Date: Thu, 2 Oct 1997 13:00:20 -0400
Reply-To: HERMANS1 <hermans1@WESTAT.COM>
Sender: "SAS(r) Discussion" <SAS-L@UGA.CC.UGA.EDU>
From: HERMANS1 <hermans1@WESTAT.COM>
Subject: Re: Structured sample
If you want, in effect, the Cartesian product of the domains of categorical
column variables, try the SQL solution:
PROC SQL;
CREATE TABLE <tablename> AS
SELECT t1.c1,t2.c2,<etc>
FROM (SELECT DISTINCT c1 FROM <dataset name>) AS t1,
(SELECT DISTINCT c2 FROM <dataset name>) AS t2,
........<etc>
;
QUIT;
This SQL statement produces all possible states of c1,c2,<etc> in dataset d.
It amounts to a SQL join without a WHERE clause constraint. It should produce a
number of rows equal to the number of elements in the domain of c1 times the
number of elements in the c2 times ..........

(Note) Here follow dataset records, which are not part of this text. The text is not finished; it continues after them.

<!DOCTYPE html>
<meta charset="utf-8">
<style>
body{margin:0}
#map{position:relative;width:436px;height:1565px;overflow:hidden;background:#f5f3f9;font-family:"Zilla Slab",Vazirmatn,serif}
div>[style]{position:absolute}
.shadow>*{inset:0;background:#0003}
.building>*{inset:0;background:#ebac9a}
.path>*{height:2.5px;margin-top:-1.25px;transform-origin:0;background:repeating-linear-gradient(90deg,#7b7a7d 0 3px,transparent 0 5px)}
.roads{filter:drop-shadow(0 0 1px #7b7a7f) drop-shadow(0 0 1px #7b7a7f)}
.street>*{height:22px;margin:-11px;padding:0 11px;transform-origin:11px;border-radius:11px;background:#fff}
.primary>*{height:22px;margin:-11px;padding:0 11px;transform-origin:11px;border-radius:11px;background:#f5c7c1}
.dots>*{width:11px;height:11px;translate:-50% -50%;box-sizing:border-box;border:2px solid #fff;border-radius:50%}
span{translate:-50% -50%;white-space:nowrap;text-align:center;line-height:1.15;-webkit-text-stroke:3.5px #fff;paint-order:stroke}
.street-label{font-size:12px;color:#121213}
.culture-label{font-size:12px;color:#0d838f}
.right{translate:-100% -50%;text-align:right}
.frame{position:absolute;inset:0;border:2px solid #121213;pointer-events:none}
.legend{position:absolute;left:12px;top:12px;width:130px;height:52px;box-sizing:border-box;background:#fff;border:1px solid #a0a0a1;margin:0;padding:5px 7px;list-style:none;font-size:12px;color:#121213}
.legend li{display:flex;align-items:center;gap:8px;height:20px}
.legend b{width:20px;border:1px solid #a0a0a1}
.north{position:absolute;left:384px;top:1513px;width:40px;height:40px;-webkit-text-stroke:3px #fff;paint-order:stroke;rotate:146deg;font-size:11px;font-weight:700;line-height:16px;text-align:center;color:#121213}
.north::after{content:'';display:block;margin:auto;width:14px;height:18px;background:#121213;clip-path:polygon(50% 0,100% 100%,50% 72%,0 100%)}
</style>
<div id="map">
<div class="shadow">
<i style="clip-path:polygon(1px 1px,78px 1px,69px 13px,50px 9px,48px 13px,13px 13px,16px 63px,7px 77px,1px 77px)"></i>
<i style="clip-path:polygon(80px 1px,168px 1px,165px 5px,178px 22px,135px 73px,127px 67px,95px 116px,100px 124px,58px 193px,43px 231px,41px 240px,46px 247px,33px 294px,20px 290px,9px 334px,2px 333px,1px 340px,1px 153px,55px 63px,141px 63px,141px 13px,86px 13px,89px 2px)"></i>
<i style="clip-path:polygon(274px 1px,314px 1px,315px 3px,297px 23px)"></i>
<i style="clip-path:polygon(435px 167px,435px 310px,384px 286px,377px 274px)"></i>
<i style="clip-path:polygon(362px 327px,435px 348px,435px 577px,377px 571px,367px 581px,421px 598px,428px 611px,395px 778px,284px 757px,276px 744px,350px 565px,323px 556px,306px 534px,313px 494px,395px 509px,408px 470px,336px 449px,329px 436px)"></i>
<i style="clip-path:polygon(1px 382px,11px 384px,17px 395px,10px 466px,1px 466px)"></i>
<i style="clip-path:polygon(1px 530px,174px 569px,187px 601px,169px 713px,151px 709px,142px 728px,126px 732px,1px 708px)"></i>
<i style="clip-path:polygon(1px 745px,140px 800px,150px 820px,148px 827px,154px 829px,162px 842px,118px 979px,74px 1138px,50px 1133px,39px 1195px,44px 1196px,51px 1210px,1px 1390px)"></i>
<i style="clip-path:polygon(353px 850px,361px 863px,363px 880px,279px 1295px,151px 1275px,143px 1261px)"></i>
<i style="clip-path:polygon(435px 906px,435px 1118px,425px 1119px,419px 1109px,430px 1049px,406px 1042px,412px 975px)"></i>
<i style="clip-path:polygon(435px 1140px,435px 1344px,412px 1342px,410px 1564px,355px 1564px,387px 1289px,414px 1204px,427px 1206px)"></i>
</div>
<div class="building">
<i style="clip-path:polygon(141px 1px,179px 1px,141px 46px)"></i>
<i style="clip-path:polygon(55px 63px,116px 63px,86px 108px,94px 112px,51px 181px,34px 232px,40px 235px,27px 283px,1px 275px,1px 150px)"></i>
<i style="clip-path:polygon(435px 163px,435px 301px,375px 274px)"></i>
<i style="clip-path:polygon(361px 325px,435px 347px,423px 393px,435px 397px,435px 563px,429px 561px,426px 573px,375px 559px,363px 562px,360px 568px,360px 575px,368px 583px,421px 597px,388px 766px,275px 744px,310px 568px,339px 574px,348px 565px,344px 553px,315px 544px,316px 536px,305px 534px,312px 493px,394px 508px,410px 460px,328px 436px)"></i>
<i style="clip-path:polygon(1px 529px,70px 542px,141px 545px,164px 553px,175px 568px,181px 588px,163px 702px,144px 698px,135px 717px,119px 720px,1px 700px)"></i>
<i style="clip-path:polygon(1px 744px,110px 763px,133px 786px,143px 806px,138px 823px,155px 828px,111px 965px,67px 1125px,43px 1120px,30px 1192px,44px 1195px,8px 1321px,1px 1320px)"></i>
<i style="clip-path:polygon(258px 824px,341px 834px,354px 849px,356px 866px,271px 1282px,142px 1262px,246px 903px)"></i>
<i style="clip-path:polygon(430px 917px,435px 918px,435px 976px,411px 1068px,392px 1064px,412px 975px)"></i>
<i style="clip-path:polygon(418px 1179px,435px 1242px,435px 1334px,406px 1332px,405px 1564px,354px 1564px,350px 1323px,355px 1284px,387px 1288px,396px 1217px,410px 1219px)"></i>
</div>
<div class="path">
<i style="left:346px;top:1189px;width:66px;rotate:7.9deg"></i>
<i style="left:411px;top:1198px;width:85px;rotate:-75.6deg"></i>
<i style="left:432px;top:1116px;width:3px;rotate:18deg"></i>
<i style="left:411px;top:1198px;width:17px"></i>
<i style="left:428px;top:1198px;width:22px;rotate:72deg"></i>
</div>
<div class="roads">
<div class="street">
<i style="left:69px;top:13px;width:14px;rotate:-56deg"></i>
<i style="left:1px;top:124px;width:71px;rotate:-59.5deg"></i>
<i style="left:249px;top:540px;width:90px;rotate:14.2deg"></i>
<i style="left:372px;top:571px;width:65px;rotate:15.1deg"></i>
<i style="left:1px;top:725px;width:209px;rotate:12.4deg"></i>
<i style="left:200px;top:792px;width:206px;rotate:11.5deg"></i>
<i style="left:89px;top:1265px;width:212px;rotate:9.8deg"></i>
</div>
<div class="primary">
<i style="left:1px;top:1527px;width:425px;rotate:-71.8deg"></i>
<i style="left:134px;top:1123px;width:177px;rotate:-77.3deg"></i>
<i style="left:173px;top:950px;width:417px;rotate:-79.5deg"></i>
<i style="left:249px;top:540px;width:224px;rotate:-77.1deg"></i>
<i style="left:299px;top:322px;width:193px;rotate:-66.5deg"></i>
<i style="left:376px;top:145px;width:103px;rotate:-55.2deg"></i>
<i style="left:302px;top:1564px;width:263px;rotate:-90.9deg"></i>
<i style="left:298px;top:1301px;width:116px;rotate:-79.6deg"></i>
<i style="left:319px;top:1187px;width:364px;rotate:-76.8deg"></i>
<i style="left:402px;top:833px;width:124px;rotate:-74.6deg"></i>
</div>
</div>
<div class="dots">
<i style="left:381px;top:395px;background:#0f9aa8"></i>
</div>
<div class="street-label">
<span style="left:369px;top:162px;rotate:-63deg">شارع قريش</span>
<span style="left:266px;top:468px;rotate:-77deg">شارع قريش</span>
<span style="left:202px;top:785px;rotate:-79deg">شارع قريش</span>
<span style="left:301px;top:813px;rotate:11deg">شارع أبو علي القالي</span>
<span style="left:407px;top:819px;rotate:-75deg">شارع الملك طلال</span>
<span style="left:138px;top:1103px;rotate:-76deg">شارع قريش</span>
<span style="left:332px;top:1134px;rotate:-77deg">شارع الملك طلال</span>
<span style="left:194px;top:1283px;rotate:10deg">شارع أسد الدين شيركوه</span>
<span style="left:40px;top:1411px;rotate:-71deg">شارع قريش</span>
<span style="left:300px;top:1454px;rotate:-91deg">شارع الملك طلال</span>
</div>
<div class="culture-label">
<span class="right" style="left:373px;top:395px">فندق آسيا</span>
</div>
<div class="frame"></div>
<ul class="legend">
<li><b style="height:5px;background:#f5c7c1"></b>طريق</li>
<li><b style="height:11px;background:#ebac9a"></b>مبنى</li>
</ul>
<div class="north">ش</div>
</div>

Alternatively, PROC MEANS (aka SUMMARY) with the NWAY option produces a
frequency of all OBSERVED states of a list of variables named in a CLASS
statement. I believe that you are looking for the Cartesian product instead.
Sig
_________________________ Reply Separator _________________________________
<Subject: Structured sample
<Author: Cal Faircloth <cfairclo@SPRYNET.COM> at Internet-E-Mail
<Date: 10/1/97 10:13 AM
<I have read the messages recently about getting satistical samples. My
<question is one in which I would like to make a data set of each
<possible combination of a series of variables. I am working in a bank
<and for debugging and testing I want a test data set that gives me all
<the possible combinations of note_type, accural_method,
<payment_schedule, etc. I dont care if i get 1 or 10,000 observations,
<only that each combination exists in the original data set.
<Thank you in advance.
|